I have a situation where the players can interact with a switch, which results in the switch playing an animation of it turning from “off” to “on.” Obviously, when there is some lag, the client doesn’t see the switch animate immediately, which feels a bit unresponsive. I could play some audio/effect to hide the lag, but I was thinking of doing some simple client-side prediction.

The client could check if the conditions are met, if so, notify the server and set the switch to “on,” which triggers the animation play. Assuming the server agrees, no problems. If the server disagrees for some reason, then we have a broken state, where the server sees the switch as “off” while the client sees it as “on.”

This state is held in a replicated variable that I’m allowing the client to change as part of its client-side prediction. The issue with this however is that since the server hasn’t changed it, it does not get replicated so the client doesn’t know that the server hasn’t also changed it.

To solve this, I’m thinking that when the server rejects the interaction, it needs to notify the client in some way, so the client can undo its predicated state (i.e. put the state back to “off”). I know I could send an RPC to the client. However then I wondered if there was a way to force the server to replicate that variable, even though it hasn’t changed on the server, which would auto correct the client.
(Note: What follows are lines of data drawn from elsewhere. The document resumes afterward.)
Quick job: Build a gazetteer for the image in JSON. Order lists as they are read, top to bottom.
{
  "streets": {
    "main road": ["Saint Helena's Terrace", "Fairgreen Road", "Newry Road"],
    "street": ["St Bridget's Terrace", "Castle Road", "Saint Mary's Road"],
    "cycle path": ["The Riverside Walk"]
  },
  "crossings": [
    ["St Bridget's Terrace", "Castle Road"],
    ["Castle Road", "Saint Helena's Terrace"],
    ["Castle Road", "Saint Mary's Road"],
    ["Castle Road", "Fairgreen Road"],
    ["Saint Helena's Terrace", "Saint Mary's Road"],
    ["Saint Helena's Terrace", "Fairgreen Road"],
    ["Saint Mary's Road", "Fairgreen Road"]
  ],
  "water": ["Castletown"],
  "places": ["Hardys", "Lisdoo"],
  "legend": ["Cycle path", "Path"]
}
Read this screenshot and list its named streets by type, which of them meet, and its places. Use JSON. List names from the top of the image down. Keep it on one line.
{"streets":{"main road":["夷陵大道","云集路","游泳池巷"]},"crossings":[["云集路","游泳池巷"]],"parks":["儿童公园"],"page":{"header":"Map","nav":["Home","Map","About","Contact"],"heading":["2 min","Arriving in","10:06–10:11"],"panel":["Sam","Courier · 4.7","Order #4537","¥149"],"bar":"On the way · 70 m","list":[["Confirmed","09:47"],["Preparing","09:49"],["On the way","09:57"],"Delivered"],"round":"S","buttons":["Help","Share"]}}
Anyone know if this is possible in Blueprint? Perhaps you have a better idea on what I should do, or should I forget the client-side prediction and just roll with the audio/effects smoke and mirror trick and make the client wait out the server round trip?

For a TPP/FPP character setups I fake responsiveness by having the character play a montage for the interaction. This generally covers network delays.

on input pressed → rpc server → play montage
Server: executes change, actor replicates

Typically states use Rep_Notify. e.g. Bool (on/off)


Optionally you could have the server send a response rpc back if the switch states differ.

On input → rpc server [state you are attempting on/off)
server rpc → get current state → compare state → validate action → if good, execute. Else rpc client current state.